▸ **Saved entries**:

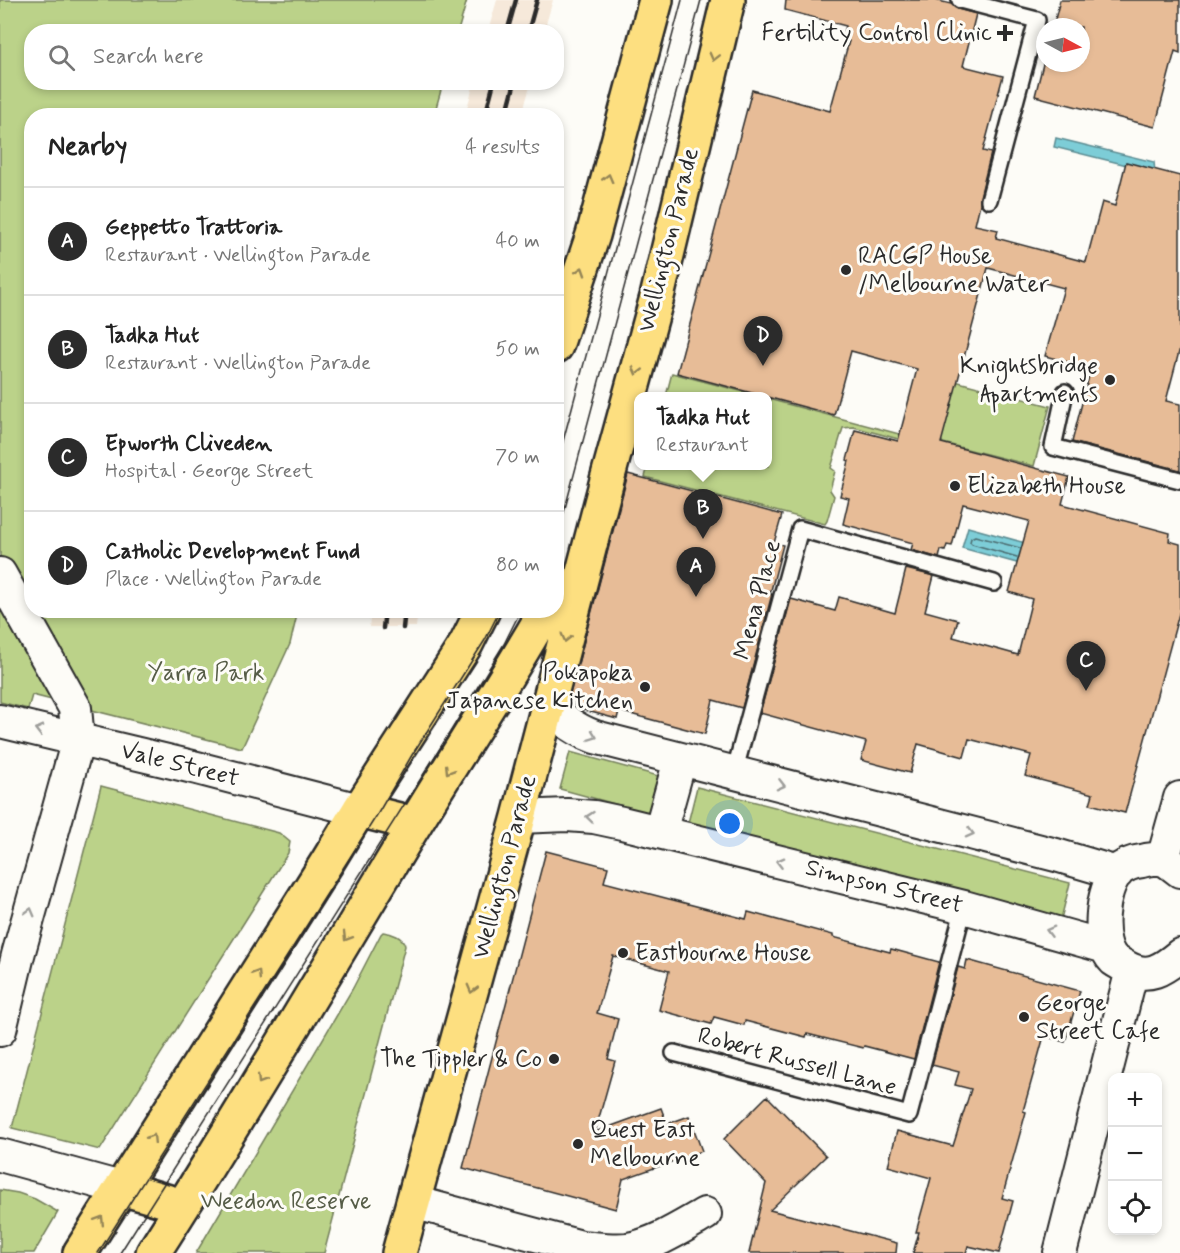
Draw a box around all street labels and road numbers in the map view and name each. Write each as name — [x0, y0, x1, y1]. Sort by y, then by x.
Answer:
street label: Wellington Parade — [631, 144, 710, 336]
street label: Mena Place — [727, 537, 789, 663]
street label: Vale Street — [118, 735, 242, 795]
street label: Wellington Parade — [466, 772, 547, 963]
street label: Simpson Street — [802, 852, 966, 922]
street label: Robert Russell Lane — [694, 1021, 900, 1103]

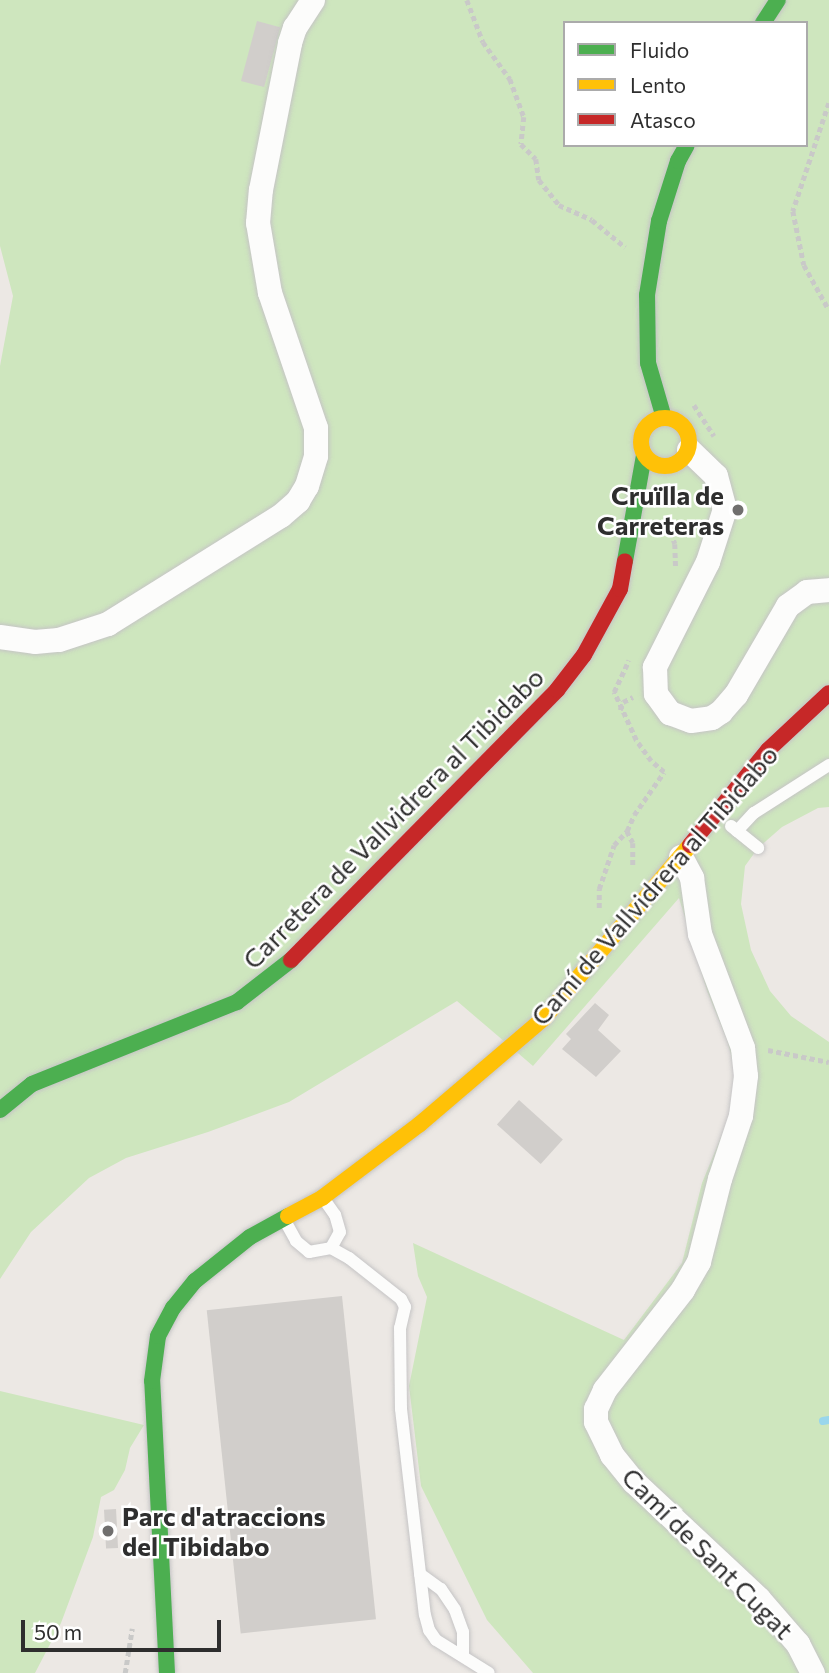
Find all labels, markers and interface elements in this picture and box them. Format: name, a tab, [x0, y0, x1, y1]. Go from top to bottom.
legend	[563, 21, 808, 147]
text: Fluido	[630, 37, 689, 62]
text: Lento	[630, 72, 686, 97]
text: Atasco	[630, 107, 696, 132]
place label: Cruïlla de Carreteras	[597, 479, 724, 540]
marker: Cruïlla de Carreteras	[730, 502, 746, 518]
street label: Carretera de Vallvidrera al Tibidabo	[236, 661, 550, 975]
street label: Camí de Vallvidrera al Tibidabo	[524, 739, 784, 1031]
street label: Camí de Sant Cugat	[616, 1461, 800, 1645]
place label: Parc d'atraccions del Tibidabo	[122, 1500, 326, 1562]
marker: Parc d'atraccions del Tibidabo	[100, 1523, 116, 1539]
scale bar	[24, 1606, 224, 1650]
text: 50 m	[34, 1619, 82, 1644]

▸ **Problem to solve**:
Leave the pictures out and reproduce every record above exactly.

▸ **Solved problem**:
Draw a box around all street labels and road numbers in the map view and name each. Write each as name — [x0, y0, x1, y1]. Sort by y, then by x.
Answer:
street label: Wellington Parade — [631, 144, 710, 336]
street label: Mena Place — [727, 537, 789, 663]
street label: Vale Street — [118, 735, 242, 795]
street label: Wellington Parade — [466, 772, 547, 963]
street label: Simpson Street — [802, 852, 966, 922]
street label: Robert Russell Lane — [694, 1021, 900, 1103]

Find all labels, markers and interface elements in this picture and box them. Format: name, a tab, [x0, y0, x1, y1]. Go from top to bottom.
legend	[563, 21, 808, 147]
text: Fluido	[630, 37, 689, 62]
text: Lento	[630, 72, 686, 97]
text: Atasco	[630, 107, 696, 132]
place label: Cruïlla de Carreteras	[597, 479, 724, 540]
marker: Cruïlla de Carreteras	[730, 502, 746, 518]
street label: Carretera de Vallvidrera al Tibidabo	[236, 661, 550, 975]
street label: Camí de Vallvidrera al Tibidabo	[524, 739, 784, 1031]
street label: Camí de Sant Cugat	[616, 1461, 800, 1645]
place label: Parc d'atraccions del Tibidabo	[122, 1500, 326, 1562]
marker: Parc d'atraccions del Tibidabo	[100, 1523, 116, 1539]
scale bar	[24, 1606, 224, 1650]
text: 50 m	[34, 1619, 82, 1644]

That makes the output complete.